Andrew Francis Lippi III and the Florida island he bought for $8 million.

There’s nothing unusual about this type of shoplifting. A 2018 National Retail Federation study pegged the cost of “return fraud” at a staggering $18.4bn. What is unusual is that this shoplifting suspect, Andrew Francis Lippi III, is rich. A week before his Kmart arrest, he paid $8m for an island in the Florida Keys.

Kabinet Bangoura, the Kmart loss prevention manager who scanned hours of surveillance video to build the case, is blunt about Lippi’s motivation: “Millionaires think they’re above the law and can get away with anything.”

While it’s impossible to profile shoplifters – the crime transcends gender, age and all socio-demographic strata, and about one in 11 people commit it – evidence suggests the rich actually do steal more than the poor. The paper cited most often to support this theory, Prevalence and Correlates of Shoplifting in the United States (American Journal of Psychology, 2008), states that people with incomes of $70,000 shoplift 30% more than those earning $20,000 a year.

Kmart’s loss-prevention manager is blunt. “Millionaires think they are above the law and can get away with anything.”

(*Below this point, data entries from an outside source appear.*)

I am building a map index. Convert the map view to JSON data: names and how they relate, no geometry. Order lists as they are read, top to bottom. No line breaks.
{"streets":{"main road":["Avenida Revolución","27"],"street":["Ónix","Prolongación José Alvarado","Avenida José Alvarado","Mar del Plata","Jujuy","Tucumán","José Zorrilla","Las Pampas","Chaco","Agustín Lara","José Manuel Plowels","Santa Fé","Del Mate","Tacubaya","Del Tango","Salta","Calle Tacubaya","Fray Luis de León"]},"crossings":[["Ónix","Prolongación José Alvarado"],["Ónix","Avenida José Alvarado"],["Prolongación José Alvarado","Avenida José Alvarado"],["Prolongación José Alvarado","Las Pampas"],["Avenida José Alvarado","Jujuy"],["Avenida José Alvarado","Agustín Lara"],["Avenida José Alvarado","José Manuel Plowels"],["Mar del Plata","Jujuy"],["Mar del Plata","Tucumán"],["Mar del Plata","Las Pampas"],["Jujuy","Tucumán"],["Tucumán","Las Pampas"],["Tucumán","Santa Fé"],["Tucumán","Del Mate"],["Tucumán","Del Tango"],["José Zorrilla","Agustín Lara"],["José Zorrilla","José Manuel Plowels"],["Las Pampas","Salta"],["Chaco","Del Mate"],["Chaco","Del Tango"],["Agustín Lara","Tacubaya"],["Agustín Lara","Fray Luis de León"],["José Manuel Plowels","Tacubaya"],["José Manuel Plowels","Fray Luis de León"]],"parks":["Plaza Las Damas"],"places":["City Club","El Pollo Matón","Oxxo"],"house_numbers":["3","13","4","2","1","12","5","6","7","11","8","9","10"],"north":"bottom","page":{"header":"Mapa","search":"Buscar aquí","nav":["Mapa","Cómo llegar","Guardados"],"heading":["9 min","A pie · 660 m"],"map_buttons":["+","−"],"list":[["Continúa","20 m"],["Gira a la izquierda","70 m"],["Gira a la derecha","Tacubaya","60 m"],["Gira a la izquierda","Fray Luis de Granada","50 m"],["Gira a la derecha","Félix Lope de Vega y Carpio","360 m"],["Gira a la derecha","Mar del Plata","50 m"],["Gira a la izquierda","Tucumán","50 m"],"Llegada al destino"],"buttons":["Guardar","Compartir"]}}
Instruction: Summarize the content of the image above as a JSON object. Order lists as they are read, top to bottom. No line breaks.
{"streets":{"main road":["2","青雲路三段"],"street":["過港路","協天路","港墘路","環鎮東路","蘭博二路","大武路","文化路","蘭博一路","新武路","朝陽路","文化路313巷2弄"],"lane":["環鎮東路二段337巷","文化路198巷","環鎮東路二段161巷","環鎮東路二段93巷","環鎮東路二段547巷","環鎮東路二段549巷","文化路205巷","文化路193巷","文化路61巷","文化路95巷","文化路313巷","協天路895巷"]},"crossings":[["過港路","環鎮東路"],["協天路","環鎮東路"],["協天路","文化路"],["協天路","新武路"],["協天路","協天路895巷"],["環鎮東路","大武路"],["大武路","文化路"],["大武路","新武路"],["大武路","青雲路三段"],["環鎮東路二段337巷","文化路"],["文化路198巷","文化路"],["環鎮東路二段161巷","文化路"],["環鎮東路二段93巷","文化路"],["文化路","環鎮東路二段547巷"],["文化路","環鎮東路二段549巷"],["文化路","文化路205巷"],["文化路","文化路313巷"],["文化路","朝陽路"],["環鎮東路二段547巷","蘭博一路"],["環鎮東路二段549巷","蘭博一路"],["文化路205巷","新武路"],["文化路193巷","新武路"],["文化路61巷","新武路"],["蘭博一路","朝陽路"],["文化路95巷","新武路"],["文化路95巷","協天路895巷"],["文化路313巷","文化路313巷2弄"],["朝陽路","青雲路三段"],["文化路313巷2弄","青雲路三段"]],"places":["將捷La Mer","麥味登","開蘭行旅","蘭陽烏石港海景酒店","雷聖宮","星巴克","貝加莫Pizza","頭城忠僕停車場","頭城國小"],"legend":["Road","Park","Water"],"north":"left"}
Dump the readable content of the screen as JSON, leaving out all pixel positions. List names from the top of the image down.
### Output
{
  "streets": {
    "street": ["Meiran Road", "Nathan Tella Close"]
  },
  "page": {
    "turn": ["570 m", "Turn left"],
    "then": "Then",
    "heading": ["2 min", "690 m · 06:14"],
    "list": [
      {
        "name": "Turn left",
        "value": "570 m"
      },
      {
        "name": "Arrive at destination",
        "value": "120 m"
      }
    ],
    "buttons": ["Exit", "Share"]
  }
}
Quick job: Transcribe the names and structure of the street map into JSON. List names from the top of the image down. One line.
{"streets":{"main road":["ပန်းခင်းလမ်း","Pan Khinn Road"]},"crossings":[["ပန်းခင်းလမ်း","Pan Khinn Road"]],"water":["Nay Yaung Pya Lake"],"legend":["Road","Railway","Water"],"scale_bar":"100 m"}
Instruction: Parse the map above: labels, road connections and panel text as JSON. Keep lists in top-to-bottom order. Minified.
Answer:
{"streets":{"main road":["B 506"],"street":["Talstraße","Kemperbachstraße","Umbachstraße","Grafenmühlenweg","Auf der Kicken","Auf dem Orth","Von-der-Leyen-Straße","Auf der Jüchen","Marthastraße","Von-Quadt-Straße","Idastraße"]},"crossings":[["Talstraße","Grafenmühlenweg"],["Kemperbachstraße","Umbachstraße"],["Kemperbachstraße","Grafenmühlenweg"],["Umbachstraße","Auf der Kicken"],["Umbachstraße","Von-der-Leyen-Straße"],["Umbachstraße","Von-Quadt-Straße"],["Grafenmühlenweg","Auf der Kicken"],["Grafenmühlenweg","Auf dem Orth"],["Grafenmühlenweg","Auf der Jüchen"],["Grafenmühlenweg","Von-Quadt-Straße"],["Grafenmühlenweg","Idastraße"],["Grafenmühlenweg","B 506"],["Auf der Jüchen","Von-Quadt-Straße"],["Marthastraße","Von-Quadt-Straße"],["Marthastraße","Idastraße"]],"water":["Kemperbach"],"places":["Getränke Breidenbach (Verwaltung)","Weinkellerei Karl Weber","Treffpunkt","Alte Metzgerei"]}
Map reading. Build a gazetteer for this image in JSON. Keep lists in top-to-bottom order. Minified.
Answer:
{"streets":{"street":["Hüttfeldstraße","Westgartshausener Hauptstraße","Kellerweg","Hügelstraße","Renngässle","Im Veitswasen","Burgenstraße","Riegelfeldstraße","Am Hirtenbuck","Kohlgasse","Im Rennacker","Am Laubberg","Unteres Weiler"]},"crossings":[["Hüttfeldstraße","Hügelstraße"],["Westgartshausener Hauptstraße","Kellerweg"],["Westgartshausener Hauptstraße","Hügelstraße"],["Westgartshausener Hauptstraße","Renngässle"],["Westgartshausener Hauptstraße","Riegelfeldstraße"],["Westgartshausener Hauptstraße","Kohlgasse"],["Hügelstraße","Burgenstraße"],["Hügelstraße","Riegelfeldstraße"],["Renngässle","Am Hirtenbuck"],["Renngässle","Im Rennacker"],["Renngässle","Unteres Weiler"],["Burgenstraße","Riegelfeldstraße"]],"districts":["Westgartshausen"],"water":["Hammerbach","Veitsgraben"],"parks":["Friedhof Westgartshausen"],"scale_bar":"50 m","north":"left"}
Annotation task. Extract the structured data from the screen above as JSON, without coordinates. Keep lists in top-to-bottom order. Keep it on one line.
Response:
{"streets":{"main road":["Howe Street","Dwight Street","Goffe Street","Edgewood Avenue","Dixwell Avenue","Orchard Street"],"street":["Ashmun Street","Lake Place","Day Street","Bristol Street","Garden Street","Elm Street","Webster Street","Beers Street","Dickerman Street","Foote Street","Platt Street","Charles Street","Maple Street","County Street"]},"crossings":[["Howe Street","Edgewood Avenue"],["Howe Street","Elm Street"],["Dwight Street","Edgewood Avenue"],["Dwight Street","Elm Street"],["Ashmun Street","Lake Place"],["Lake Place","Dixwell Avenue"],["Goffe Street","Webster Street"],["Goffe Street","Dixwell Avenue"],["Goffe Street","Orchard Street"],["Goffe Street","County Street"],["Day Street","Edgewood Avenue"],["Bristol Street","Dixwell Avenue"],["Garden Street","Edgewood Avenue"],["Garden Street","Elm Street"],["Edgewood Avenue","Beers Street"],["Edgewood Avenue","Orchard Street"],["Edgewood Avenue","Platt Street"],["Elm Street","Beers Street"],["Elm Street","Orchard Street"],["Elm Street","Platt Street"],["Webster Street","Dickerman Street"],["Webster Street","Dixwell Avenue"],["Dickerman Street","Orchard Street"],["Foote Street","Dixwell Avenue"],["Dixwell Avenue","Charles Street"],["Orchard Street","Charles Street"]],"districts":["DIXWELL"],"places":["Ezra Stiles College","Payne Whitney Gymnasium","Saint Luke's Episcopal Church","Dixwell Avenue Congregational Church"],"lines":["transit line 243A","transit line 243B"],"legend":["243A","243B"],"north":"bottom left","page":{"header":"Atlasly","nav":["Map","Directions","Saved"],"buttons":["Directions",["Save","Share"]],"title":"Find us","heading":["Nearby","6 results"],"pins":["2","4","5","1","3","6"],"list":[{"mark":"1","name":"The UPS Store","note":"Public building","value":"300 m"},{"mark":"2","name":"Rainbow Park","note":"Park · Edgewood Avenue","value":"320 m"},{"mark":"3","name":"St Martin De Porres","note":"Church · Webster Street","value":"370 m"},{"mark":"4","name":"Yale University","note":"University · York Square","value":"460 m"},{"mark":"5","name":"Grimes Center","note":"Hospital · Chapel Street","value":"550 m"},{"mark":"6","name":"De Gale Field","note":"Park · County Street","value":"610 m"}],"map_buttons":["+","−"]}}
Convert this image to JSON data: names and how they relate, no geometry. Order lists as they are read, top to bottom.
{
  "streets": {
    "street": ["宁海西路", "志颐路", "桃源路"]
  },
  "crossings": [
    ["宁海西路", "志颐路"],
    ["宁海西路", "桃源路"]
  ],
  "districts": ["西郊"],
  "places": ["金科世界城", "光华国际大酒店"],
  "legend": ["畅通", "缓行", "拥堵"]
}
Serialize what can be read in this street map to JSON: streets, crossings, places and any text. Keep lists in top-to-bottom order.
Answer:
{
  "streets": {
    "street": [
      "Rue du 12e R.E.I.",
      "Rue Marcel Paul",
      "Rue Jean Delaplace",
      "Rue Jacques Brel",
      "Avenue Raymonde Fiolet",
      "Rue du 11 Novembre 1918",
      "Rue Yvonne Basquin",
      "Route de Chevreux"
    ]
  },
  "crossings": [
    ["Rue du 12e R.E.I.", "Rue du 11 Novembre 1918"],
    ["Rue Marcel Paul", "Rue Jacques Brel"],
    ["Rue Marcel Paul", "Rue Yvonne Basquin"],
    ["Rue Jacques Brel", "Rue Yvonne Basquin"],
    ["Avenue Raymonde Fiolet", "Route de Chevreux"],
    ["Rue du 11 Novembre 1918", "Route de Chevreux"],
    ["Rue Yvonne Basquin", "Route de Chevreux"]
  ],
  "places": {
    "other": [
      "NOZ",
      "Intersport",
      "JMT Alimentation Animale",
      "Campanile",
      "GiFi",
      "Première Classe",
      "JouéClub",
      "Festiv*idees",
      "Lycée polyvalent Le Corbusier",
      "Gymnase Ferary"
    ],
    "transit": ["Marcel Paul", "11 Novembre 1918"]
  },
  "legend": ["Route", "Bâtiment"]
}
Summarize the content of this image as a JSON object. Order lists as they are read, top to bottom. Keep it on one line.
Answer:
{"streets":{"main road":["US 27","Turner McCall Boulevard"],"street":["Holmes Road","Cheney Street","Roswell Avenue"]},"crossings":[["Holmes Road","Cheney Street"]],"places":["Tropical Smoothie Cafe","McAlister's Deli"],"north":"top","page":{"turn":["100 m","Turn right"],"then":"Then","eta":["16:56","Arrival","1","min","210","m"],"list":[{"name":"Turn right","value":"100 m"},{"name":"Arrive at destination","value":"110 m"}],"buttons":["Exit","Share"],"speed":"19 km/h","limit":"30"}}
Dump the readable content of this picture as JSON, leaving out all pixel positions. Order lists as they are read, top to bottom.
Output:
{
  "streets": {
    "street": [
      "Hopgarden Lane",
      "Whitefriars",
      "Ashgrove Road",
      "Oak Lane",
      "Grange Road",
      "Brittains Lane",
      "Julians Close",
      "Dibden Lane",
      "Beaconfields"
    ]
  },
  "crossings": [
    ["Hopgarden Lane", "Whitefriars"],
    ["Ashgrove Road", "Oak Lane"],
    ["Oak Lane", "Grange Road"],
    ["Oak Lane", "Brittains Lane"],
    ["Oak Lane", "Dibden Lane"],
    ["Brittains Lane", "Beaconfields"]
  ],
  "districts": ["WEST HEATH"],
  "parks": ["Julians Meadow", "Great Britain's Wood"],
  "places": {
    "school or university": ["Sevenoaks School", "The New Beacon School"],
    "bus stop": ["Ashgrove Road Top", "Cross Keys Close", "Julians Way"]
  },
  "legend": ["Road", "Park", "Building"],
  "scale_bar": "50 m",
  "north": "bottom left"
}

A federal lawyer proved that point last year when she was caught swiping $257.99 worth of cosmetics from a military base store in Quantico, Virginia. This unnamed FBI employee later confessed to that theft and several previous shoplifting sprees in the area. More recently, in September, Sgt Eva Pena of the New York police department was suspended from her job after she was allegedly caught stealing clothing valued at $359 from a Macy’s store. This wasn’t a crime of poverty. Pena, whose 2018 salary was $107,809, drove to court in a white Mercedes to enter her not guilty plea.

So why do otherwise law-abiding (and well-off) citizens ignore their better angels and go full Winona Ryder? The answer depends on which expert you consult. Every psychiatrist, substance abuse counselor and social scientist has a theory to explain this counterintuitive behavior.

“Stealing is just the first layer of the onion,” explains Terrence Shulman, the founder of the Shulman Center for Compulsive Theft, Spending and Hoarding. “Beneath that are all the unresolved losses, traumas, abuses and repressed memories.” He emphasizes that these psychic scars aren’t always rooted in the past. Tragic events like a recent divorce, a bankruptcy or death in the family could trigger a shoplifting episode. “These people are self-medicating. Theft becomes their drug of choice,” he says.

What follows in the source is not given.